Elle (Saison 1, épisodes 1 et 2) : un début centré sur l'adaptation et les premiers obstacles

Quand on pense à Elle Woods, l'héroïne culte des films La Revanche d'une blonde, on imagine tout de suite les tailleurs roses flashy, le sourire ultra-bright et une assurance à toute épreuve. Autant dire que ces deux premiers épisodes de la série Elle prennent le contre-pied total de nos attentes. Cette préquelle fait le choix audacieux de nous plonger dans une époque où rien n'est encore gagné pour elle. L'assurance légendaire du personnage laisse ici la place aux doutes d'une adolescente parachutée dans un univers où elle ne connaît personne et où le regard des autres est impitoyable. Ces deux chapitres introductifs prennent le temps de poser les bases. 

 

Retour sur les années lycée d'Elle Woods et les expériences de vie qui l'ont façonnée. Avant qu’elle ne se retrouve comme un poisson hors de l’eau à Harvard, Elle doit s'adapter - en 1995 - aux eaux tumultueuses du lycée de Seattle, où elle fait face à des amitiés compliquées, une romance interdite et des choix vestimentaires discutables.
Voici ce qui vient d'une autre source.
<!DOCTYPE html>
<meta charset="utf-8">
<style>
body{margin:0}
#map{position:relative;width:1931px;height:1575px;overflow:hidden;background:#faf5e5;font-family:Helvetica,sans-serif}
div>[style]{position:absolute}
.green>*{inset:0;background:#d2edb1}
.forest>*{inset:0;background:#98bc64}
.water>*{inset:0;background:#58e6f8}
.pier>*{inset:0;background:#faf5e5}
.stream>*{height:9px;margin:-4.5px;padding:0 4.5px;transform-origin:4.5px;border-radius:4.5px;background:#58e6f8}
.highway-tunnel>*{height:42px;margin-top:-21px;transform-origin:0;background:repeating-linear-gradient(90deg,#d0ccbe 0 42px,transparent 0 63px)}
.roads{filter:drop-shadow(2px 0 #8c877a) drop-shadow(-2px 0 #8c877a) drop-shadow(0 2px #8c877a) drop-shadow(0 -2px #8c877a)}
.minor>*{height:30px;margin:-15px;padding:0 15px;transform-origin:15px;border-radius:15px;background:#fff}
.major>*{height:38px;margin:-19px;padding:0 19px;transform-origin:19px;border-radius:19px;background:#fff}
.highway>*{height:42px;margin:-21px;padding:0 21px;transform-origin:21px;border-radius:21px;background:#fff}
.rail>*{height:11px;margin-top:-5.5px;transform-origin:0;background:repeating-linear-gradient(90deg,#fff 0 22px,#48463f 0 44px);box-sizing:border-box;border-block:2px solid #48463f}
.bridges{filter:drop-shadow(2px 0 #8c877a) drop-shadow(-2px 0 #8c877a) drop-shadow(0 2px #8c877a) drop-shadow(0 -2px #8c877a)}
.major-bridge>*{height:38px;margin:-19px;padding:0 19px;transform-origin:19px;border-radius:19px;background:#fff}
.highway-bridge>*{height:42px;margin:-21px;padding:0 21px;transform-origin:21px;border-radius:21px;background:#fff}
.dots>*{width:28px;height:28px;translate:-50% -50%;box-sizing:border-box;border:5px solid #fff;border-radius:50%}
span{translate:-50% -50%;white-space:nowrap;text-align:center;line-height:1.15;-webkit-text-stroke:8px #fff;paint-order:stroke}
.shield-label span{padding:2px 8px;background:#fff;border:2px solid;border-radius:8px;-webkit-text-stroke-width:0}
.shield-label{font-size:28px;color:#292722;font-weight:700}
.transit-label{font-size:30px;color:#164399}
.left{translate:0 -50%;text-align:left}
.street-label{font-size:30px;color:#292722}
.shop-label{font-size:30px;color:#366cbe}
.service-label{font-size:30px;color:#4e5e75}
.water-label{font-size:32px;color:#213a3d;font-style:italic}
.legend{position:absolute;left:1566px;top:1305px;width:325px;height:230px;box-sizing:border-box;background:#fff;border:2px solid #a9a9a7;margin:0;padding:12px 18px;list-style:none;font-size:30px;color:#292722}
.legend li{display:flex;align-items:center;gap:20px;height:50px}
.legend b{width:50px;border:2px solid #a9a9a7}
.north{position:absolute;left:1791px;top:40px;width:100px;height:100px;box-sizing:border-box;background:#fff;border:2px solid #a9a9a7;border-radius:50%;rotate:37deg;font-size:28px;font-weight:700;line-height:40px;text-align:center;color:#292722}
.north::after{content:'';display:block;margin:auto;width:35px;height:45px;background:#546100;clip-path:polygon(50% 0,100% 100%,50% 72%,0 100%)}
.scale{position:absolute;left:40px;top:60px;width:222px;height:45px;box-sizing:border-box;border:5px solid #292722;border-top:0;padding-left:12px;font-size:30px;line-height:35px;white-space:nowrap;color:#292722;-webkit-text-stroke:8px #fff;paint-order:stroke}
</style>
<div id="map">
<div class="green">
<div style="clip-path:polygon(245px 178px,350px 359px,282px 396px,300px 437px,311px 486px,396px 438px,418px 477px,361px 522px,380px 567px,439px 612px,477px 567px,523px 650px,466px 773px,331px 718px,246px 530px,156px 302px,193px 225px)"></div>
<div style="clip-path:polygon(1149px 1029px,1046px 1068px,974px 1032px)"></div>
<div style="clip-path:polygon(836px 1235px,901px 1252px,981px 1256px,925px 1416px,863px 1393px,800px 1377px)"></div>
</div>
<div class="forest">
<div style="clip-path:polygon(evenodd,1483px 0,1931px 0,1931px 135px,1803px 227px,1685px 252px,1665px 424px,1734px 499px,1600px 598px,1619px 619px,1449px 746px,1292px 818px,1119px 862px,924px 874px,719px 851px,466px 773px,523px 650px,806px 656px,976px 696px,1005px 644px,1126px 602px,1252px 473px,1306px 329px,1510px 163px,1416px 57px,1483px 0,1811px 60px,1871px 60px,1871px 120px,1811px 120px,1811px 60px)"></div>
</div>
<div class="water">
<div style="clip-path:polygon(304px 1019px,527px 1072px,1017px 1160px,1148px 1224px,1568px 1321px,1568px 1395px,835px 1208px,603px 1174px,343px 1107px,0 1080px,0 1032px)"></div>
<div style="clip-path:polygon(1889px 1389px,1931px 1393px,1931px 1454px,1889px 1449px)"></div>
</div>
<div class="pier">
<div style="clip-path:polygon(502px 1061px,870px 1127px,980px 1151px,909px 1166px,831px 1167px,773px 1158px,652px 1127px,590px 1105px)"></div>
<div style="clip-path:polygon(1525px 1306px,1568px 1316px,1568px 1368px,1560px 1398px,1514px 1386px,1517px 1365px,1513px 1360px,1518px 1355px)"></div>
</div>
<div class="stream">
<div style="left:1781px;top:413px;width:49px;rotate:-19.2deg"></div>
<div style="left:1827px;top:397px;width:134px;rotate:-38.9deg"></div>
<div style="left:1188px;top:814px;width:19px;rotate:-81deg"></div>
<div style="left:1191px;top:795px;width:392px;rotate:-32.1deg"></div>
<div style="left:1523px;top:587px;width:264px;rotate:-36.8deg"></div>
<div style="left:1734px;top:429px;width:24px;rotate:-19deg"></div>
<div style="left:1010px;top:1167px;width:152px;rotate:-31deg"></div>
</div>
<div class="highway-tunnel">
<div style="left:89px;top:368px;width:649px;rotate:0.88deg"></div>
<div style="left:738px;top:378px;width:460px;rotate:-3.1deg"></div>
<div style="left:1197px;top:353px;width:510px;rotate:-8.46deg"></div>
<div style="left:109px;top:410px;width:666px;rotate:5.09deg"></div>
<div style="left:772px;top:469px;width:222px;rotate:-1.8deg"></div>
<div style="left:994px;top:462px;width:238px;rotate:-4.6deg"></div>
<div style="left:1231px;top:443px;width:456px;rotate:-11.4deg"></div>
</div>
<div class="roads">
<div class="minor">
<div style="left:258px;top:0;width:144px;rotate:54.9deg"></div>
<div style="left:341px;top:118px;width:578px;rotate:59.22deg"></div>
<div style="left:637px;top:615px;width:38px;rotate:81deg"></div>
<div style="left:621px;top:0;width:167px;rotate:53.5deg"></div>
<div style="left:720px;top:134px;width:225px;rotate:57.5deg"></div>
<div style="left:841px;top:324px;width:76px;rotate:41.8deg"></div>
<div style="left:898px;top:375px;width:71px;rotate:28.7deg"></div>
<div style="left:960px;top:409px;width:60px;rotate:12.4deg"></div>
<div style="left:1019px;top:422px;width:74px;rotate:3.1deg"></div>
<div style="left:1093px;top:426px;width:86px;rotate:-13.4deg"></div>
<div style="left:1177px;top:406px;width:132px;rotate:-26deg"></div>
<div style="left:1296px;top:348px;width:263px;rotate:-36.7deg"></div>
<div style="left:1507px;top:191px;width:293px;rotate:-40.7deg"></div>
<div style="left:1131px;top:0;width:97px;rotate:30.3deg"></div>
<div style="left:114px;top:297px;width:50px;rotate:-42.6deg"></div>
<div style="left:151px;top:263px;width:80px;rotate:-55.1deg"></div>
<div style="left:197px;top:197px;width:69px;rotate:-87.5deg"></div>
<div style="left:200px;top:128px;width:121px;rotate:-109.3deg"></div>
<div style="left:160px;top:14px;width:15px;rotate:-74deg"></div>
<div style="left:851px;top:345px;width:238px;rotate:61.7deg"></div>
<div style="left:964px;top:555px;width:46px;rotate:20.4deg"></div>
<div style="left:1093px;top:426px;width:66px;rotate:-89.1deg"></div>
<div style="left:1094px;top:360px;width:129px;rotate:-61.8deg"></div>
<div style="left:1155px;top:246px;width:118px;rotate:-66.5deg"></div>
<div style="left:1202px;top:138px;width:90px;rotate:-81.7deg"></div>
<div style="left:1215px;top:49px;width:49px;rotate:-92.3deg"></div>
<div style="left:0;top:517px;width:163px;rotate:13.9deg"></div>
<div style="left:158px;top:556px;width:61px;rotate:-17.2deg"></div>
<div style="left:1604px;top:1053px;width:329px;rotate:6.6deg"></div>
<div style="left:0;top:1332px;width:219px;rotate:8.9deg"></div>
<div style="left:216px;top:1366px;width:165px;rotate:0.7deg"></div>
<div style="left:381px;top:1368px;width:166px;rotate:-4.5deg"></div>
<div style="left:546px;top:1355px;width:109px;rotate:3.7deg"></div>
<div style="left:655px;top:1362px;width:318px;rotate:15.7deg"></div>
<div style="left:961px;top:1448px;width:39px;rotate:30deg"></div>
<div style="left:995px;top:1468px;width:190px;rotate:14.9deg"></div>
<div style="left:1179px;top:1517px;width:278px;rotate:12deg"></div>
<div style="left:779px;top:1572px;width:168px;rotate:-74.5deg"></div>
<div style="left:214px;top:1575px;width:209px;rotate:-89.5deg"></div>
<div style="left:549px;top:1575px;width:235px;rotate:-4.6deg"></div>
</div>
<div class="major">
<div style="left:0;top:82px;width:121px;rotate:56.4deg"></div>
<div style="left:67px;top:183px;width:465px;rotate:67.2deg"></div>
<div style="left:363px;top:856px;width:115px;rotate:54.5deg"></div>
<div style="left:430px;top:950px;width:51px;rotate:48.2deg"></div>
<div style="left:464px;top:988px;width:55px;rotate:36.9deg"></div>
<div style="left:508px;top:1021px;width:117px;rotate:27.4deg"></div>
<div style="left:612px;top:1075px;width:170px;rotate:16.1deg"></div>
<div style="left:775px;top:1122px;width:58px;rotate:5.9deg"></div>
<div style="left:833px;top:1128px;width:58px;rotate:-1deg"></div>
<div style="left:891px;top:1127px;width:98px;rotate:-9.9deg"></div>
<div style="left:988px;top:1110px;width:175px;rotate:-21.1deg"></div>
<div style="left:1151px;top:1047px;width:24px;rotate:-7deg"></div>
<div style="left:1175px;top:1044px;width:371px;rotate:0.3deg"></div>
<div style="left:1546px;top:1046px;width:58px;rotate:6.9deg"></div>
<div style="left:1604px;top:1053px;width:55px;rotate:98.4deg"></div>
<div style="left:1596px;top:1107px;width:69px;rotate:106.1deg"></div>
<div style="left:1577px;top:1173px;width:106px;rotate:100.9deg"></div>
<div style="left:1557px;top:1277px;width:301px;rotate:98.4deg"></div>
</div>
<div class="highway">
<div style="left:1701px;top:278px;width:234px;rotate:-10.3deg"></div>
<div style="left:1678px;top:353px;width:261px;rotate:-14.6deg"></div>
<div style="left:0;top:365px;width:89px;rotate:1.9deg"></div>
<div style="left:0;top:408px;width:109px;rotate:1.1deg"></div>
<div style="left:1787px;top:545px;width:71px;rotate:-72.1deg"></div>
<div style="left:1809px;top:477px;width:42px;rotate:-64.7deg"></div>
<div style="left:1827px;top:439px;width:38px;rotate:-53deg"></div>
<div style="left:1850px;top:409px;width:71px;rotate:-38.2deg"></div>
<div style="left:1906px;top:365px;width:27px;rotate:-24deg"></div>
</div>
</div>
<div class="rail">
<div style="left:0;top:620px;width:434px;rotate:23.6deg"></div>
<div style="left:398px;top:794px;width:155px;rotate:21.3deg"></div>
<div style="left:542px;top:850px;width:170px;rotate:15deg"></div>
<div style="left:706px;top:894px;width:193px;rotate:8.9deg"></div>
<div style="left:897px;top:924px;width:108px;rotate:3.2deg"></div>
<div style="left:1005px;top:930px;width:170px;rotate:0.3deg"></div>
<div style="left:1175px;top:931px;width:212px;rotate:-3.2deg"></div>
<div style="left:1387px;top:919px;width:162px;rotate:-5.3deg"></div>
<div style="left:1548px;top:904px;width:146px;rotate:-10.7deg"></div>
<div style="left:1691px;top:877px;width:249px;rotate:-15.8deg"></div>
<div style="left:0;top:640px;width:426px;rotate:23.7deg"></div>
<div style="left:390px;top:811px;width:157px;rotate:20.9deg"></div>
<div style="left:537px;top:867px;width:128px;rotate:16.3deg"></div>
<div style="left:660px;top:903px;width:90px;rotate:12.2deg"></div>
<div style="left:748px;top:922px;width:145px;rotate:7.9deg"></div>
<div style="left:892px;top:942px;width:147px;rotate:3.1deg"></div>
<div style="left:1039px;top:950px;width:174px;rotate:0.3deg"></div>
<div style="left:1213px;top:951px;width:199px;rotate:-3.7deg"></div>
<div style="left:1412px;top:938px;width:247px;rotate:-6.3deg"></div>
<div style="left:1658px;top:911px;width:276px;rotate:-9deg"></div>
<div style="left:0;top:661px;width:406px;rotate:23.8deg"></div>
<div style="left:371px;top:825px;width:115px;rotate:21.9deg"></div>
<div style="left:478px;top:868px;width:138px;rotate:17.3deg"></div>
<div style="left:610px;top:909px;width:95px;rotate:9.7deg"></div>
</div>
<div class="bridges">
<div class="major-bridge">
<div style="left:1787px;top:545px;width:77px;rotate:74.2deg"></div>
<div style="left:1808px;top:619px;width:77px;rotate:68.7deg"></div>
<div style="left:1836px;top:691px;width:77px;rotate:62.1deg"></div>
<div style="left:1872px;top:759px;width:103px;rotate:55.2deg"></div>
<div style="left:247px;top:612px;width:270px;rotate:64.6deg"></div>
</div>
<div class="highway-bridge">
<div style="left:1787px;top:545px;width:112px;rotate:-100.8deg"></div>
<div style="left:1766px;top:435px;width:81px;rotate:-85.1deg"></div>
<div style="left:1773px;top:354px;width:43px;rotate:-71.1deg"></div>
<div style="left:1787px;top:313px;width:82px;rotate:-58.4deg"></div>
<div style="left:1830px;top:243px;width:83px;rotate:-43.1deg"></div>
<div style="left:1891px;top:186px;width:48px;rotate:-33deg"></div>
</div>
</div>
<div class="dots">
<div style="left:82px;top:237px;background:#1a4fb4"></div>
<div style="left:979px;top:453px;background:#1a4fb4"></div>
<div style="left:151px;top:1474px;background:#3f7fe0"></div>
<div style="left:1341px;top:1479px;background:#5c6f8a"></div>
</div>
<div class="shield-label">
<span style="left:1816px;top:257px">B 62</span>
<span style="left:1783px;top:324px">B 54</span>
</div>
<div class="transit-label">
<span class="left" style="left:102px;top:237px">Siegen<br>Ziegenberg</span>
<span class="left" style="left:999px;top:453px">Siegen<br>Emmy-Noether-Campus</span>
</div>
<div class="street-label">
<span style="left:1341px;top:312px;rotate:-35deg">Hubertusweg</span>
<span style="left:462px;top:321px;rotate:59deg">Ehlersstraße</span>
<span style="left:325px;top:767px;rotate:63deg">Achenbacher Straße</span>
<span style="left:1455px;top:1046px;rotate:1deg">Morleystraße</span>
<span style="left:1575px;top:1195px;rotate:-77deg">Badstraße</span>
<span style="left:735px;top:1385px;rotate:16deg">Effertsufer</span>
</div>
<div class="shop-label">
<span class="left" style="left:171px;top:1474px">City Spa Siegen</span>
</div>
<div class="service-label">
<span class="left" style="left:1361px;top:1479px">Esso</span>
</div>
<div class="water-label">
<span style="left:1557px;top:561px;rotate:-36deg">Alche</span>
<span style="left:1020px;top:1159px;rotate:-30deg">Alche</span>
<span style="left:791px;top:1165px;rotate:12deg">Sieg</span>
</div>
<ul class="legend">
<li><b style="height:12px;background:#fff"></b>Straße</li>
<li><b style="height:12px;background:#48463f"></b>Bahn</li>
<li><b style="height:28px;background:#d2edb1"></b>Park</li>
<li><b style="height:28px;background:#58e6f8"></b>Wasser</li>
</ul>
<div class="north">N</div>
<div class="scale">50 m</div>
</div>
À travers tout cela, Elle s'appuie sur sa famille et tisse un lien encore plus fort avec sa mère, prouvant qu'elles peuvent surmonter tout ce que la vie leur réserve tant qu'elles sont là l'une pour l'autre. À chaque défi qu'elle relève, Elle se rapproche de plus en plus de la Elle Woods que nous connaissons et aimons aujourd'hui.

L'intrigue ne cherche pas à brûler les étapes, ce qui permet de prendre la mesure des obstacles qui attendent notre héroïne tout au long de cette première saison. Le premier épisode démarre fort en bousculant radicalement le quotidien de la jeune fille. Alors qu'elle menait une vie parfaite et paisible à Bel-Air, entourée de ses proches et de ses amies, tout s'effondre lorsque ses parents annoncent un déménagement soudain pour Seattle. Ce départ n'a rien d'une aventure choisie ou d'un nouveau départ enthousiasmant. C'est la conséquence directe des erreurs financières et des mauvais choix de son père. Dès les premières minutes, la série nous montre une héroïne vulnérable qui perd brutalement tous ses repères.

 

L'arrivée à Seattle marque une vraie rupture. Le changement ne se résume pas seulement au climat plus pluvieux. Elle débarque dans un lycée public où son look, sa façon de s'exprimer et sa personnalité solaire détonnent complètement et s'attirent immédiatement des critiques acerbes. En Californie, elle s'était construit un statut. Ici, sa réputation passée ne lui sert strictement à rien. Elle doit tout reconstruire et repartir de zéro. Ce que je trouve vraiment réussi dans cette transition, c'est que le scénario ne cherche pas à lui faciliter la tâche de manière artificielle. Chaque tentative d'intégration se prend les pieds dans le tapis. Qu'elle essaie de s'approcher du groupe des élèves populaires ou de nouer des liens avec des camarades plus discrets, Elle galère à trouver sa place. 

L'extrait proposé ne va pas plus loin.